Nichts läuft so, wie ich es geplant habe, und diese Spiele sind schwieriger als ich dachte. Ich dachte, es hätte nichts mit unserer Ausdauer und Intelligenz zu tun, aber ich schätze, es hat doch etwas damit zu tun.
Er schiebt mir den Becher mit seinem Finger zu und lehnt sich zurück und schaut mich mit einem Blick an, als würde er sagen: Mal sehen, was du drauf hast.
Ich nehme den Becher, schüttle ihn und untersuche das Geräusch der Würfel, die aneinanderstoßen. Ich stoppe meine Bewegung und stelle den Becher langsam auf den Tisch. Ich starre den braunen Keramikbecher eine Weile an, hebe ihn langsam an, ein Lächeln bahnt sich seinen Weg auf meine Lippen, Zentimeter für Zentimeter bewegt er sich hoch, und da kommen die drei Sechsen.
Er nimmt den Becher ängstlich, bewegt sich schneller als zuvor und knallt den Becher auf den Tisch. Er hebt den Deckel und lehnt sich zurück und brüllt leise.
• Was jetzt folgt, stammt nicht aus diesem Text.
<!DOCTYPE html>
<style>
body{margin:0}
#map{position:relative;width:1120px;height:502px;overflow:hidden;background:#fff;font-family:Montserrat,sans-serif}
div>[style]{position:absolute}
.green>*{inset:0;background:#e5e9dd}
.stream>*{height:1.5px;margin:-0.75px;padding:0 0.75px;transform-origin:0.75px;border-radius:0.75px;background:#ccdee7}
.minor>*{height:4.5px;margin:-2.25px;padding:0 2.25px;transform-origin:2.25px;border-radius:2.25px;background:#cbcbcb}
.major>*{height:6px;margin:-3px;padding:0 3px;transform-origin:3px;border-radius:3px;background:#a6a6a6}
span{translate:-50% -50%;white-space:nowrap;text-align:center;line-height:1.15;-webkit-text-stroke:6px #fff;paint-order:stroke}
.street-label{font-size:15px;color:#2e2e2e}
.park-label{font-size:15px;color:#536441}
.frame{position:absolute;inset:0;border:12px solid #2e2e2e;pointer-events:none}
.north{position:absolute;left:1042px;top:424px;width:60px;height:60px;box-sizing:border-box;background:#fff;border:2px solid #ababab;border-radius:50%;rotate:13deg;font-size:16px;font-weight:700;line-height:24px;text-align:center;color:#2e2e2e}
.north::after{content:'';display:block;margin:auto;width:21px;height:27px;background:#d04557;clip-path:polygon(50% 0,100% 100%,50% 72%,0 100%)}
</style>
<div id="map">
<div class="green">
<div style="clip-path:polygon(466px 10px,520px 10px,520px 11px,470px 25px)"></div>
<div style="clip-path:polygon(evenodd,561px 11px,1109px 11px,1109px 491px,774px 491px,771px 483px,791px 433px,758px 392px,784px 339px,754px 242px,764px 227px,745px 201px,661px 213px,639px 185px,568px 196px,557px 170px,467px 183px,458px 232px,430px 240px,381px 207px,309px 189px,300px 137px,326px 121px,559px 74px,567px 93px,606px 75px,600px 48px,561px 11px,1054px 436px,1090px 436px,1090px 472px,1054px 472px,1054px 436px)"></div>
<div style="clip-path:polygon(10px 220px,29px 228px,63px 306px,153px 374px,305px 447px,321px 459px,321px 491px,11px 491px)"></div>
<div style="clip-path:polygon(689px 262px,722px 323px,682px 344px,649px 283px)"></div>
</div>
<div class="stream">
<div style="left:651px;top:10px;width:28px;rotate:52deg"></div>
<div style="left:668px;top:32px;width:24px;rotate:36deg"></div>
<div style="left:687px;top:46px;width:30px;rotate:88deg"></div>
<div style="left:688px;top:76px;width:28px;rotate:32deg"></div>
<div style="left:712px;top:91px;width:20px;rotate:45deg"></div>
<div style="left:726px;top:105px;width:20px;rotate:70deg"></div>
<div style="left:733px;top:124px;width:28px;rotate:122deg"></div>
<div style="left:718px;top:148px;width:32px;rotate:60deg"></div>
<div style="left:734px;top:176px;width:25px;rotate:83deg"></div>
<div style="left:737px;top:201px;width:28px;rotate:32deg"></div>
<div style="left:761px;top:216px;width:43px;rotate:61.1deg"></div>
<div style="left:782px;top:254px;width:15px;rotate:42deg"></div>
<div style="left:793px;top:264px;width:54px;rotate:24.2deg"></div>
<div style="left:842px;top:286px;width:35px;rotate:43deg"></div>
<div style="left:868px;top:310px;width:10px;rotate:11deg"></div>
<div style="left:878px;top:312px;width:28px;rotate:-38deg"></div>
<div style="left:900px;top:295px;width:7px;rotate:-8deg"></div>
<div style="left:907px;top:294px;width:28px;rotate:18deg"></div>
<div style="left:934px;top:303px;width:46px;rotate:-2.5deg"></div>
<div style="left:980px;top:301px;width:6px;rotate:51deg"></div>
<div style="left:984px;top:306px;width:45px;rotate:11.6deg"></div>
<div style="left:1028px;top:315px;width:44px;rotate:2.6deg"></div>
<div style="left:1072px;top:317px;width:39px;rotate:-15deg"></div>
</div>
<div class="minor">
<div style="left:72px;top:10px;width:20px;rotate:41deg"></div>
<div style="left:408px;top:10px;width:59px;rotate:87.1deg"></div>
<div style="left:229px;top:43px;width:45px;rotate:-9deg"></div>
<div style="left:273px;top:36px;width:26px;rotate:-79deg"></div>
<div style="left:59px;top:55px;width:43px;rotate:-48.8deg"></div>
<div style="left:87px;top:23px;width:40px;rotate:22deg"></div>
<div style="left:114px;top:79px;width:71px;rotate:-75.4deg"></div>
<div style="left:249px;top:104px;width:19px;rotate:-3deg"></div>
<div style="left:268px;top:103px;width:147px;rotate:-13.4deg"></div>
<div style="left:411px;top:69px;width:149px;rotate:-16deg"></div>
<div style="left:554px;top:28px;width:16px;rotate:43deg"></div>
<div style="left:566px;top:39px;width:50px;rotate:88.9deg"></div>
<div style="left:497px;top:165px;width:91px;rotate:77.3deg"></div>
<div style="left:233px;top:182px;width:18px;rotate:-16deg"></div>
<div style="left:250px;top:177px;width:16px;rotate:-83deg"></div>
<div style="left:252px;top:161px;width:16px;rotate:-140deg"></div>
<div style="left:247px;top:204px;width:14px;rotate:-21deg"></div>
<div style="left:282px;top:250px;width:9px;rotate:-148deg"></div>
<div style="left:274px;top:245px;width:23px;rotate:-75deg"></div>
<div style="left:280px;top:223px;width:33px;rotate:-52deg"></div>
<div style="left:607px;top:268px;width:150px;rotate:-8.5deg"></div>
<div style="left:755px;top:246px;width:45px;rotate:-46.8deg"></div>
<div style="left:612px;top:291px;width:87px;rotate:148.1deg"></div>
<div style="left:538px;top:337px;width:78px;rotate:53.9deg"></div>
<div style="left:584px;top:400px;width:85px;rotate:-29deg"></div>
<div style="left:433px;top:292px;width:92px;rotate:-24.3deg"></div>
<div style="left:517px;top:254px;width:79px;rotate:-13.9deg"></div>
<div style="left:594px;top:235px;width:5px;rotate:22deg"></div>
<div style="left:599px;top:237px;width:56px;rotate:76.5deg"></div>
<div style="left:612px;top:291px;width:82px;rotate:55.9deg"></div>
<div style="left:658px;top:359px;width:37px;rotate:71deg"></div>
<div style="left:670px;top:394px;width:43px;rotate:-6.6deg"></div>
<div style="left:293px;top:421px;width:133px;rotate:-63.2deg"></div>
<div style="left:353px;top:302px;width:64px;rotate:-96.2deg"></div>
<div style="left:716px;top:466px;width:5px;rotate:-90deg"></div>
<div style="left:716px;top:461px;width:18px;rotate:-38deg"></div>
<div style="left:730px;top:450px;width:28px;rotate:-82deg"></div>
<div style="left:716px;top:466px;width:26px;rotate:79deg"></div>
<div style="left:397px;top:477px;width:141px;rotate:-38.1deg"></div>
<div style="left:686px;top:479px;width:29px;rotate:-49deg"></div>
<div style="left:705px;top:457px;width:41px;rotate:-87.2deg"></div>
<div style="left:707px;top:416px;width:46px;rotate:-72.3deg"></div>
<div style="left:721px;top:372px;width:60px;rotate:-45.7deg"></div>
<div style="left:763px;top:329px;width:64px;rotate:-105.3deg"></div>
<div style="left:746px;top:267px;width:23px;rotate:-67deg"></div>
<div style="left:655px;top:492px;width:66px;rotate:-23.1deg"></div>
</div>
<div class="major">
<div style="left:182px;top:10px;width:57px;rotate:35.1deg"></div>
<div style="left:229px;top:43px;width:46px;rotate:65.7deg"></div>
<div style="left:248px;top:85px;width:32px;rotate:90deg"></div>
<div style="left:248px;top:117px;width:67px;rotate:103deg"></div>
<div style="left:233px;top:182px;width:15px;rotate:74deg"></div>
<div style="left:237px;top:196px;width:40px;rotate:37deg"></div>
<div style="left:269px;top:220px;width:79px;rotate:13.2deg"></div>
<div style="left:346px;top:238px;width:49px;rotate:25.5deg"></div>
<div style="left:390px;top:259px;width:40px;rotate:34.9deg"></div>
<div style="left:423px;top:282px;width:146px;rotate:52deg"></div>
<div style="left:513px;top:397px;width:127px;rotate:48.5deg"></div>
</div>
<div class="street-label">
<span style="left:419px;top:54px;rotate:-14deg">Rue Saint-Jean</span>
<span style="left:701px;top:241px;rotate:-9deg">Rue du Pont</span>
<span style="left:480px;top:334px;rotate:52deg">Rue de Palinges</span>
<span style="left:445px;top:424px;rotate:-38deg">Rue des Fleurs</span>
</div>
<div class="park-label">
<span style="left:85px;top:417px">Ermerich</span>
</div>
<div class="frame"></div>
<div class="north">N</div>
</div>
"Beide haben jedes Spiel gewonnen, das dritte Spiel entscheidet den Gewinner", verkündet der andere Mann.
Ich deute ihm an, anzufangen, und schenke ihm ein verschlagenes Grinsen, er nimmt es an und schaut mich an. "Erzähl von deinem Deal?", fragt er und hält den Becher in die Luft, um zu beginnen.
"Der Brief", lege ich meine Arme auf den Tisch und lehne mich vor und schaue in sein neugieriges Gesicht. "Der Brief, den du vom Berg Tian gestohlen hast."
Er zieht die Augenbrauen hoch, starrt mich an und schaut sich dann um und trifft die Augen seiner Leute.
"In Ordnung", grunzt er und beginnt, den Becher zu schütteln.